═══ DATASET EXTRACT ═══
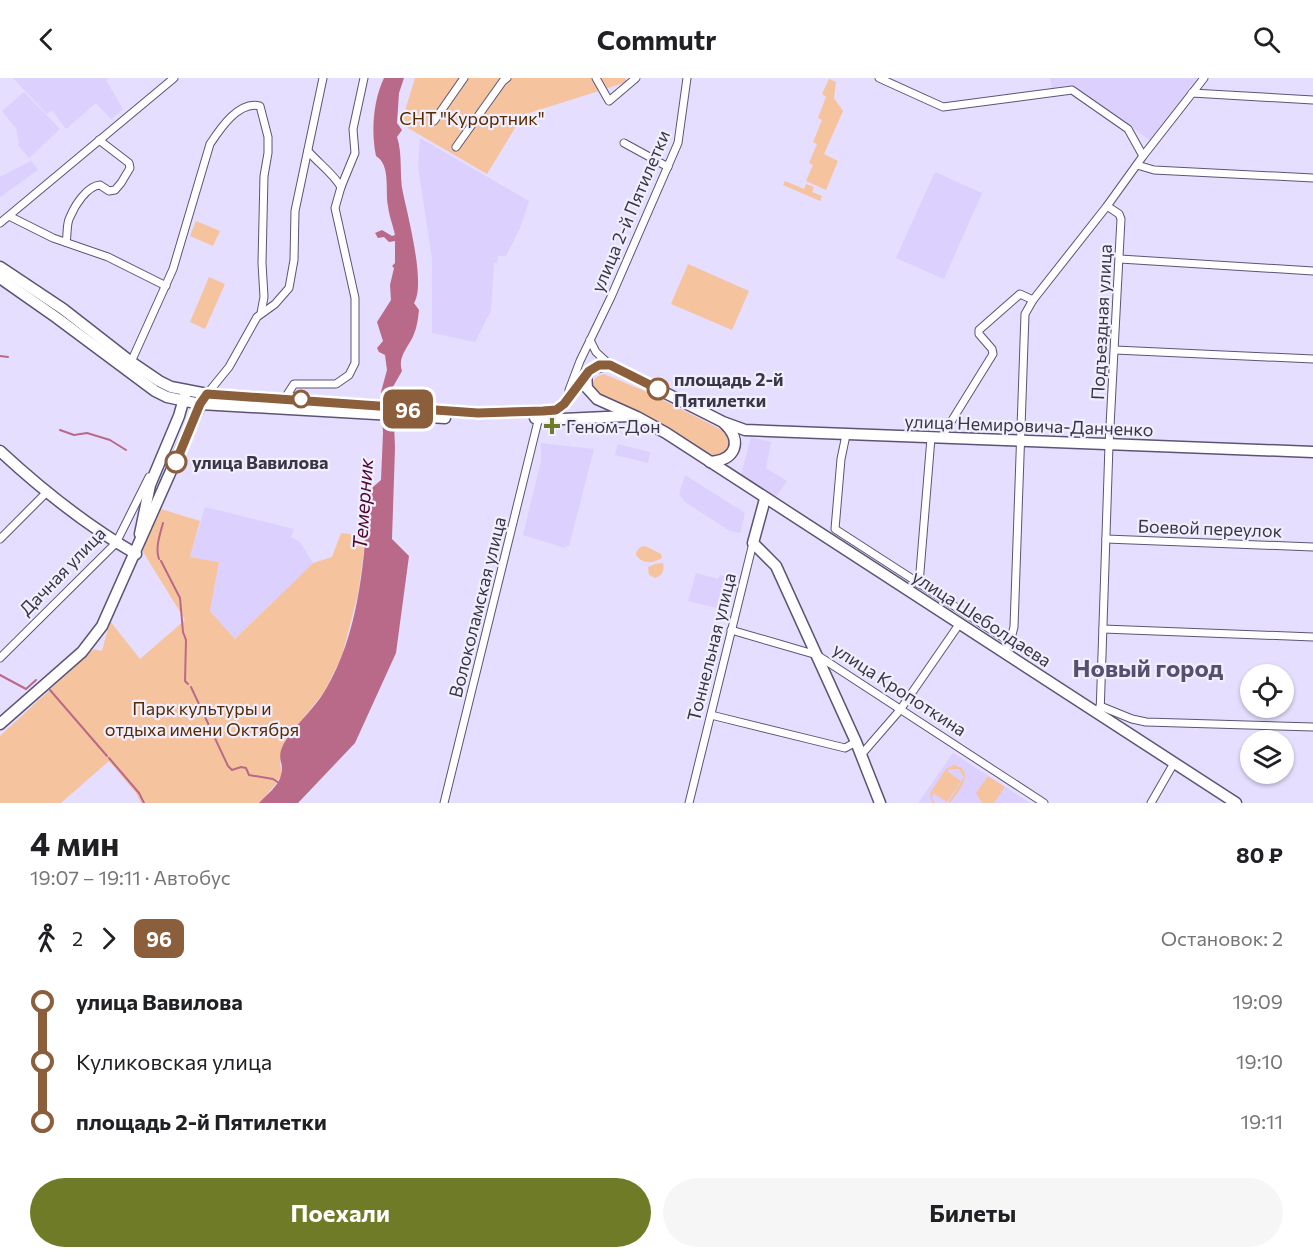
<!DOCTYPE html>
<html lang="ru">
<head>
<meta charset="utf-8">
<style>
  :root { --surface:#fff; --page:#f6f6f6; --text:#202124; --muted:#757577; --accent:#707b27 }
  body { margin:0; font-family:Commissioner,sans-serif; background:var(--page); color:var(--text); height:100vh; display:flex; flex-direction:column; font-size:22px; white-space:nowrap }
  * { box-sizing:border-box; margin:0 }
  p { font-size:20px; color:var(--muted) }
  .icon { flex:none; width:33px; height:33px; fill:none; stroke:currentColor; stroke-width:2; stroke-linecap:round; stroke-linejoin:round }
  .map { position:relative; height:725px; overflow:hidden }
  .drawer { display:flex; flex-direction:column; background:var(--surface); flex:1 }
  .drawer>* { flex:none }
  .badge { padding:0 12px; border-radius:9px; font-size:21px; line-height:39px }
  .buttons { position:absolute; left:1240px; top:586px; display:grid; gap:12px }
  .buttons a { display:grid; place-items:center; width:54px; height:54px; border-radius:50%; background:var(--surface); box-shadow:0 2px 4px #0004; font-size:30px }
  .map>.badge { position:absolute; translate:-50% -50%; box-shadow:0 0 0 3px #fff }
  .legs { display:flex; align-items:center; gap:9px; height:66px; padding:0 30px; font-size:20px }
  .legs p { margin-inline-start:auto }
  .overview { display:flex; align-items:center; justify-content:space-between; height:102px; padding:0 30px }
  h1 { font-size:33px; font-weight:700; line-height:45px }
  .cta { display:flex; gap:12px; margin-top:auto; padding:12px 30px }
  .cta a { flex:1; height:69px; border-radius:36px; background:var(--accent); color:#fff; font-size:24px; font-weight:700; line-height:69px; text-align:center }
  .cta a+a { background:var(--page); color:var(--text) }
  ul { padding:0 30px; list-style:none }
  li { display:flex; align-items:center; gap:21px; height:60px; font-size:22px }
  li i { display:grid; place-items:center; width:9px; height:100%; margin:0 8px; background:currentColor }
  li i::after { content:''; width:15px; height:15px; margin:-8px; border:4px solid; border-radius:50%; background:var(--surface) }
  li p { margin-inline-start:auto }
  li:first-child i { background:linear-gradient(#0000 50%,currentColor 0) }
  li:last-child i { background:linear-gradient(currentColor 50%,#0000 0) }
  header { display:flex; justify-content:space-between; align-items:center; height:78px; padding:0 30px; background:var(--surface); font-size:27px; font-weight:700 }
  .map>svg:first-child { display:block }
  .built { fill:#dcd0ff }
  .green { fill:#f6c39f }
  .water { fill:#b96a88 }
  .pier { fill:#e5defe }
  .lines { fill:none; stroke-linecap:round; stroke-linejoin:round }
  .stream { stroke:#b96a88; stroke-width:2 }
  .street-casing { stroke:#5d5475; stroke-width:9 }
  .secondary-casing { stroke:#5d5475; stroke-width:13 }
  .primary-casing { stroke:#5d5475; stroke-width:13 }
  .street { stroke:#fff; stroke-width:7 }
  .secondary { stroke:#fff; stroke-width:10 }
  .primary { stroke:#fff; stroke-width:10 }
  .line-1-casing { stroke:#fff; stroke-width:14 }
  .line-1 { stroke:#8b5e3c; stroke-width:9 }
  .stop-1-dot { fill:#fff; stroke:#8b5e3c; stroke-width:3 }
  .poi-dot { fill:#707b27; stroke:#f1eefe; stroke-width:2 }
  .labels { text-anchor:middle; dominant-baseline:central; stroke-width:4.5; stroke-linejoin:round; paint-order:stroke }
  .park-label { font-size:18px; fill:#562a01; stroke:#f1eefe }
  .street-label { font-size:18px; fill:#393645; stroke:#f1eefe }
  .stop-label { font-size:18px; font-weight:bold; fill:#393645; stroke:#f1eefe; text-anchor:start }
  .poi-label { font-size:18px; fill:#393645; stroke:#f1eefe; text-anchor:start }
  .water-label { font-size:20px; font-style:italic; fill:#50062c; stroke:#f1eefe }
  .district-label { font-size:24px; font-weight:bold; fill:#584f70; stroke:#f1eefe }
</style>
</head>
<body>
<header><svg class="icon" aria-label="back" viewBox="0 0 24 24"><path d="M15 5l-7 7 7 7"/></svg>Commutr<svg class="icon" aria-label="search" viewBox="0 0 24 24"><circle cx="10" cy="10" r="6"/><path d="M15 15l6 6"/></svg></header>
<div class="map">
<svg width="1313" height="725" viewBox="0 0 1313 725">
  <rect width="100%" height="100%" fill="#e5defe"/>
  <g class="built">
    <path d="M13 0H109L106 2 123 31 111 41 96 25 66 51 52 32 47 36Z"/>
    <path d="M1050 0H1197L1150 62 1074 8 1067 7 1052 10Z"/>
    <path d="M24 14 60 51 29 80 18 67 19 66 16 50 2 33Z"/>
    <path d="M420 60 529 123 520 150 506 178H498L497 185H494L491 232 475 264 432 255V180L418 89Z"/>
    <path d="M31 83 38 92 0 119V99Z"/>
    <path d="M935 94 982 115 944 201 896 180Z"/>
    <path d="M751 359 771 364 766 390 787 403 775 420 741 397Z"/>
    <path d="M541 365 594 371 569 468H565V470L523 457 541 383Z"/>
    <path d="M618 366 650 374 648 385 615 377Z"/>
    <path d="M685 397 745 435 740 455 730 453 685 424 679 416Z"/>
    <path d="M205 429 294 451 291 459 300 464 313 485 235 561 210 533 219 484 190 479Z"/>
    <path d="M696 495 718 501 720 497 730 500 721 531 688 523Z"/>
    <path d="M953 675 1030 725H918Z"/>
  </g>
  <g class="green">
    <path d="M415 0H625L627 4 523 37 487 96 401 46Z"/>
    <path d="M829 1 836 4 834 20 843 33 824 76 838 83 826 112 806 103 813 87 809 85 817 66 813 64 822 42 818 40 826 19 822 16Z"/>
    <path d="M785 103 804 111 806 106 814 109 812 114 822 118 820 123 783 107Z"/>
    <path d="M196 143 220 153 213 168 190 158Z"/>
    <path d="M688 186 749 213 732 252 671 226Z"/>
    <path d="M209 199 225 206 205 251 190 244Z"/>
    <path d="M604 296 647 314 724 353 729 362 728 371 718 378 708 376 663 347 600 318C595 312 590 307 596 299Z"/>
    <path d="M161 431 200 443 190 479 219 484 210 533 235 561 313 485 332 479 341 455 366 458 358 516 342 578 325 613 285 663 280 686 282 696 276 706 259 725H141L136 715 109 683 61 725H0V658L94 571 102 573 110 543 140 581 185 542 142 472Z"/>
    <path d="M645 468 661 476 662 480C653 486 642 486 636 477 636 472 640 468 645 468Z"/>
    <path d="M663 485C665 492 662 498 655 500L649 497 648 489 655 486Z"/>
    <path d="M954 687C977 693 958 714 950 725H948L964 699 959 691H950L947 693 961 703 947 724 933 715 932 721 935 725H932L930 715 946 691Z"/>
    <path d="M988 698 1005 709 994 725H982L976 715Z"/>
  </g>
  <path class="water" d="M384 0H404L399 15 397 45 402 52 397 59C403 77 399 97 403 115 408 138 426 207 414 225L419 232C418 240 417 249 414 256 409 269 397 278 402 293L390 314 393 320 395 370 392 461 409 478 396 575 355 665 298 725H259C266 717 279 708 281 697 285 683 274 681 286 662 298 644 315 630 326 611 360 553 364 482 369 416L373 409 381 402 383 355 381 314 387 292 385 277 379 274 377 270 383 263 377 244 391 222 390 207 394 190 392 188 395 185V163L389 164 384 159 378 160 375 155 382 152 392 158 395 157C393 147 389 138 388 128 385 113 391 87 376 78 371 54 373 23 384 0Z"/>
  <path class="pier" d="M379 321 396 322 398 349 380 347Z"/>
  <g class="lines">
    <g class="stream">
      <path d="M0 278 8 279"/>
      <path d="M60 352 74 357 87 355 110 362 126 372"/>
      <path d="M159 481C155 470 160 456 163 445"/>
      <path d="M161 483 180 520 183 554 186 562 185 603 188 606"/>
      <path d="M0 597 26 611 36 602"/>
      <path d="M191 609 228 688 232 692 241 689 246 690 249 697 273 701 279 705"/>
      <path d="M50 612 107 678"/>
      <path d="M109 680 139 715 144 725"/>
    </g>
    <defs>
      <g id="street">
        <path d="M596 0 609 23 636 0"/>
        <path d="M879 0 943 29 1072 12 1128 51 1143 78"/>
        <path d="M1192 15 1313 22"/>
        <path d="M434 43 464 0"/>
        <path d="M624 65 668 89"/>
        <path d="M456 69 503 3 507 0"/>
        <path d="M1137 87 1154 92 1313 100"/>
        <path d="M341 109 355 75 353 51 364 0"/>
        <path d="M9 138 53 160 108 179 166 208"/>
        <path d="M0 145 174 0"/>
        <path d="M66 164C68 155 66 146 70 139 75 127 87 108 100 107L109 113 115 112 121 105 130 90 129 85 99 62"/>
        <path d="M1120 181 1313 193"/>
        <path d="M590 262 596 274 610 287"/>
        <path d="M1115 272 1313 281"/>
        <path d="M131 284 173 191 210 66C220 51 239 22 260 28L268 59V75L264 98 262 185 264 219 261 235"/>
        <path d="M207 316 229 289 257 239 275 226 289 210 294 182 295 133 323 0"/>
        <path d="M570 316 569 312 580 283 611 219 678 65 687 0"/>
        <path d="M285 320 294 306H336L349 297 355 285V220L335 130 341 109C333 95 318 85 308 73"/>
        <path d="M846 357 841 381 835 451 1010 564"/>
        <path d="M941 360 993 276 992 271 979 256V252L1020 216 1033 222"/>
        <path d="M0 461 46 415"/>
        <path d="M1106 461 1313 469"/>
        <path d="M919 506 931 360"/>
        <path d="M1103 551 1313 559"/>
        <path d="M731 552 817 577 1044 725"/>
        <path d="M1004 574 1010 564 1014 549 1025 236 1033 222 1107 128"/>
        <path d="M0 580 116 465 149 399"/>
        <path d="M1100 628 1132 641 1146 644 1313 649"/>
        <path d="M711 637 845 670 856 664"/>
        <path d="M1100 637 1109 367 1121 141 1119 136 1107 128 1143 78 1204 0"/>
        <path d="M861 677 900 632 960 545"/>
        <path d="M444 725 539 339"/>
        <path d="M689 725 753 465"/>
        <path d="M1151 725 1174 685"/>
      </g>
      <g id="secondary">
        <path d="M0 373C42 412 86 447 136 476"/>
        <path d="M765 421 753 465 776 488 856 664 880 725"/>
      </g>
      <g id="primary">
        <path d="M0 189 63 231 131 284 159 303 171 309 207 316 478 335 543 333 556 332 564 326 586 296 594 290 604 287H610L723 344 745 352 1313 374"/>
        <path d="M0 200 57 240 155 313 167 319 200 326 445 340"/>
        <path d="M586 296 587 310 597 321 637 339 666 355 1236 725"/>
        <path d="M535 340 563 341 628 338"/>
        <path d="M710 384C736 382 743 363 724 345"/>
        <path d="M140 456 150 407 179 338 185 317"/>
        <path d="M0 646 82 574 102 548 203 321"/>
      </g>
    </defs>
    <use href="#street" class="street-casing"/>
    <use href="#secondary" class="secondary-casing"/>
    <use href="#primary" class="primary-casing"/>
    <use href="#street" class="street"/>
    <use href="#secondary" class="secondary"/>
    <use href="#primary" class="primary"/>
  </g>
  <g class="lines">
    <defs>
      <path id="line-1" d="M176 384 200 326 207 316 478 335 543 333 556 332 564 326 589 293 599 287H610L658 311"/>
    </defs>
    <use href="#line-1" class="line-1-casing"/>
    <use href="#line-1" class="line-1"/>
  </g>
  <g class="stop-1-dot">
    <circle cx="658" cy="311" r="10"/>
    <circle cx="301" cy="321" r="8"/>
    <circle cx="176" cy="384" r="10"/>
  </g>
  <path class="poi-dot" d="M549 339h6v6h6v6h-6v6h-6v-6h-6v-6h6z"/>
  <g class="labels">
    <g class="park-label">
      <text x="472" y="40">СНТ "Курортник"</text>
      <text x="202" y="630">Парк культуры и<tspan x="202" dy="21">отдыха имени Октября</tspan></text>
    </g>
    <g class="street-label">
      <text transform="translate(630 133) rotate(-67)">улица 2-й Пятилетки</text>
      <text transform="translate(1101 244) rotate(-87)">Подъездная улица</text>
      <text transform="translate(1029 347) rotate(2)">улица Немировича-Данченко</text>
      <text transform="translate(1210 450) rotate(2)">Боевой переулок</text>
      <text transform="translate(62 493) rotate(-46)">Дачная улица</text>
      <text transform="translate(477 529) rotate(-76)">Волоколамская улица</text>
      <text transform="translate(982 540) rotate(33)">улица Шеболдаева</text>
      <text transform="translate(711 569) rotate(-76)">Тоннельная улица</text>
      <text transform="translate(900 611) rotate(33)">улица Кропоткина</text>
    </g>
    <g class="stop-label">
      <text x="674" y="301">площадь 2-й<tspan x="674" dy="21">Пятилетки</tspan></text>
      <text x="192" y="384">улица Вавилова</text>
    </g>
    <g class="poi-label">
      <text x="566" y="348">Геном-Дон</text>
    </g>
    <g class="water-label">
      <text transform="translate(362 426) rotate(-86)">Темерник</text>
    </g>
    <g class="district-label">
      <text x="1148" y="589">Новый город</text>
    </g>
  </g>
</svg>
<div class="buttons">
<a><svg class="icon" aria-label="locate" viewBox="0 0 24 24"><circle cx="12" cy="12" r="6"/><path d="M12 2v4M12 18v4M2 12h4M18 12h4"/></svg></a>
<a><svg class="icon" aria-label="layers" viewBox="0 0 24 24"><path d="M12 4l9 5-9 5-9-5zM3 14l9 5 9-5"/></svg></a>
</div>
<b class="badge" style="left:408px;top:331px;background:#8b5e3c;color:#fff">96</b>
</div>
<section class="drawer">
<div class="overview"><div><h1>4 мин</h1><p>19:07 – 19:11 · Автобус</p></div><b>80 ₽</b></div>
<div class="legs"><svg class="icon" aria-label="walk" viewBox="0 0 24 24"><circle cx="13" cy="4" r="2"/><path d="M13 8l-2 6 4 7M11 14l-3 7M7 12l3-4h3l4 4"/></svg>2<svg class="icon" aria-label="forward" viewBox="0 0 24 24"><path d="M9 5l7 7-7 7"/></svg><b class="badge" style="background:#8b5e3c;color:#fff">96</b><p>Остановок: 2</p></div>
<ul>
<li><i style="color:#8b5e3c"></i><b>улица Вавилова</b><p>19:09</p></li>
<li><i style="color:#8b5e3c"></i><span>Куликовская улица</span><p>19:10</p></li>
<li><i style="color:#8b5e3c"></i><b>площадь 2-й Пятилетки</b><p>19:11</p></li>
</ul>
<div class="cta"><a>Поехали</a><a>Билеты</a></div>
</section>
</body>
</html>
═══
Please output exactly the lines of the data above, from its first line through the line with "display:grid; place-items:center; width:54px;", and nothing else; drop the pictures.

# [WRITTEN REPLY]
<!DOCTYPE html>
<html lang="ru">
<head>
<meta charset="utf-8">
<style>
  :root { --surface:#fff; --page:#f6f6f6; --text:#202124; --muted:#757577; --accent:#707b27 }
  body { margin:0; font-family:Commissioner,sans-serif; background:var(--page); color:var(--text); height:100vh; display:flex; flex-direction:column; font-size:22px; white-space:nowrap }
  * { box-sizing:border-box; margin:0 }
  p { font-size:20px; color:var(--muted) }
  .icon { flex:none; width:33px; height:33px; fill:none; stroke:currentColor; stroke-width:2; stroke-linecap:round; stroke-linejoin:round }
  .map { position:relative; height:725px; overflow:hidden }
  .drawer { display:flex; flex-direction:column; background:var(--surface); flex:1 }
  .drawer>* { flex:none }
  .badge { padding:0 12px; border-radius:9px; font-size:21px; line-height:39px }
  .buttons { position:absolute; left:1240px; top:586px; display:grid; gap:12px }
  .buttons a { display:grid; place-items:center; width:54px; height:54px; border-radius:50%; background:var(--surface); box-shadow:0 2px 4px #0004; font-size:30px }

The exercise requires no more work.